Exercise brief
Repeat the records in full and exactly, omitting pictures.

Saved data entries
○ ○ ○ ○

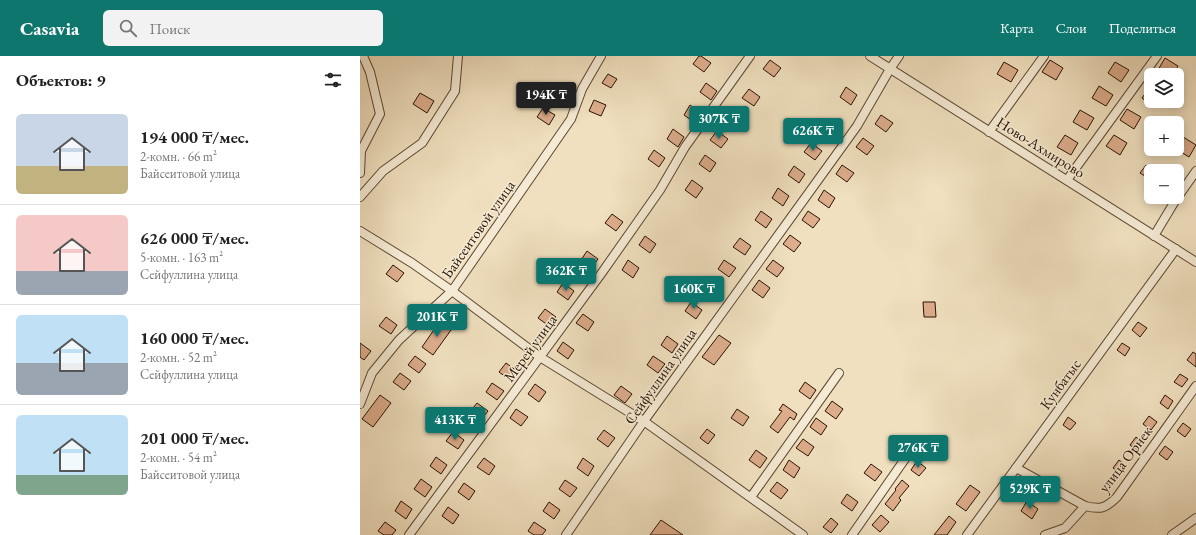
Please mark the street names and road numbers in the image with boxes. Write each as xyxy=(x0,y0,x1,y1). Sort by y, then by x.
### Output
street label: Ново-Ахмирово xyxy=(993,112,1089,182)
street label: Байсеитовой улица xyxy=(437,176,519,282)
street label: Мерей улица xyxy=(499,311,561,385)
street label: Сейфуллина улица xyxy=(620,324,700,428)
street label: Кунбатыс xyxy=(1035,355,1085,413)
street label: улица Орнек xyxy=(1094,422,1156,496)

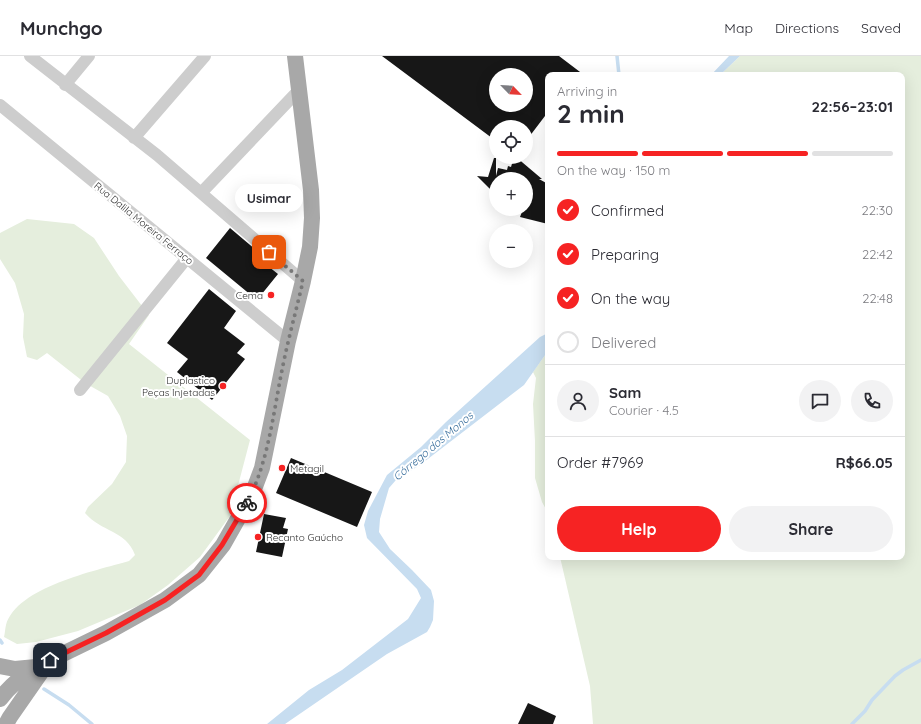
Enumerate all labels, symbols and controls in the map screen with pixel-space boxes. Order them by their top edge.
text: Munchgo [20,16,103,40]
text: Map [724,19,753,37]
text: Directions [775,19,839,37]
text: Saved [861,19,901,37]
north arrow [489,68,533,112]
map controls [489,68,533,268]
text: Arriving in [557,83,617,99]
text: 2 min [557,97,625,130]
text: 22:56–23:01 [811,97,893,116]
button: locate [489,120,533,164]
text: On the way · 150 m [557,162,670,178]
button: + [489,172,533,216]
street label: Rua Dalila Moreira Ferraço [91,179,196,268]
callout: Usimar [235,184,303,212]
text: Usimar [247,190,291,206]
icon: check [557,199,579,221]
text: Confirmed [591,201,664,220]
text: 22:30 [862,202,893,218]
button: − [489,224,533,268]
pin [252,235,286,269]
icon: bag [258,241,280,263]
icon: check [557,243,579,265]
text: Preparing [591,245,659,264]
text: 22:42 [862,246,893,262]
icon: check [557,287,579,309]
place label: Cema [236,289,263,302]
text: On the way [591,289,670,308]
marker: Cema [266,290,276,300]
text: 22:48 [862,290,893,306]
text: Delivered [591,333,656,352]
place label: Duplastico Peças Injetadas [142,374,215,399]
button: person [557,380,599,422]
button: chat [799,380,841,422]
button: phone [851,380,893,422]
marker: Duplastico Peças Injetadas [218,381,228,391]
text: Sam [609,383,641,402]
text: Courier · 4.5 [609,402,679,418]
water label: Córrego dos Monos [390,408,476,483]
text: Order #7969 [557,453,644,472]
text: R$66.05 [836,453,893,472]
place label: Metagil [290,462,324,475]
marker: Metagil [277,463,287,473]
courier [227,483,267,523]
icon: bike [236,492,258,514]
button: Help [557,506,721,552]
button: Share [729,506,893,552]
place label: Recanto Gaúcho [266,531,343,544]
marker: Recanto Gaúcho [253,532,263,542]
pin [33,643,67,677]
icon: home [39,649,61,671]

○ ○ ○ ○

Output for this exercise
Please mark the street names and road numbers in the image with boxes. Write each as xyxy=(x0,y0,x1,y1). Sort by y, then by x.
### Output
street label: Ново-Ахмирово xyxy=(993,112,1089,182)
street label: Байсеитовой улица xyxy=(437,176,519,282)
street label: Мерей улица xyxy=(499,311,561,385)
street label: Сейфуллина улица xyxy=(620,324,700,428)
street label: Кунбатыс xyxy=(1035,355,1085,413)
street label: улица Орнек xyxy=(1094,422,1156,496)

Enumerate all labels, symbols and controls in the map screen with pixel-space boxes. Order them by their top edge.
text: Munchgo [20,16,103,40]
text: Map [724,19,753,37]
text: Directions [775,19,839,37]
text: Saved [861,19,901,37]
north arrow [489,68,533,112]
map controls [489,68,533,268]
text: Arriving in [557,83,617,99]
text: 2 min [557,97,625,130]
text: 22:56–23:01 [811,97,893,116]
button: locate [489,120,533,164]
text: On the way · 150 m [557,162,670,178]
button: + [489,172,533,216]
street label: Rua Dalila Moreira Ferraço [91,179,196,268]
callout: Usimar [235,184,303,212]
text: Usimar [247,190,291,206]
icon: check [557,199,579,221]
text: Confirmed [591,201,664,220]
text: 22:30 [862,202,893,218]
button: − [489,224,533,268]
pin [252,235,286,269]
icon: bag [258,241,280,263]
icon: check [557,243,579,265]
text: Preparing [591,245,659,264]
text: 22:42 [862,246,893,262]
icon: check [557,287,579,309]
place label: Cema [236,289,263,302]
text: On the way [591,289,670,308]
marker: Cema [266,290,276,300]
text: 22:48 [862,290,893,306]
text: Delivered [591,333,656,352]
place label: Duplastico Peças Injetadas [142,374,215,399]
button: person [557,380,599,422]
button: chat [799,380,841,422]
button: phone [851,380,893,422]
marker: Duplastico Peças Injetadas [218,381,228,391]
text: Sam [609,383,641,402]
text: Courier · 4.5 [609,402,679,418]
water label: Córrego dos Monos [390,408,476,483]
text: Order #7969 [557,453,644,472]
text: R$66.05 [836,453,893,472]
place label: Metagil [290,462,324,475]
marker: Metagil [277,463,287,473]
courier [227,483,267,523]
icon: bike [236,492,258,514]
button: Help [557,506,721,552]
button: Share [729,506,893,552]
place label: Recanto Gaúcho [266,531,343,544]
marker: Recanto Gaúcho [253,532,263,542]
pin [33,643,67,677]
icon: home [39,649,61,671]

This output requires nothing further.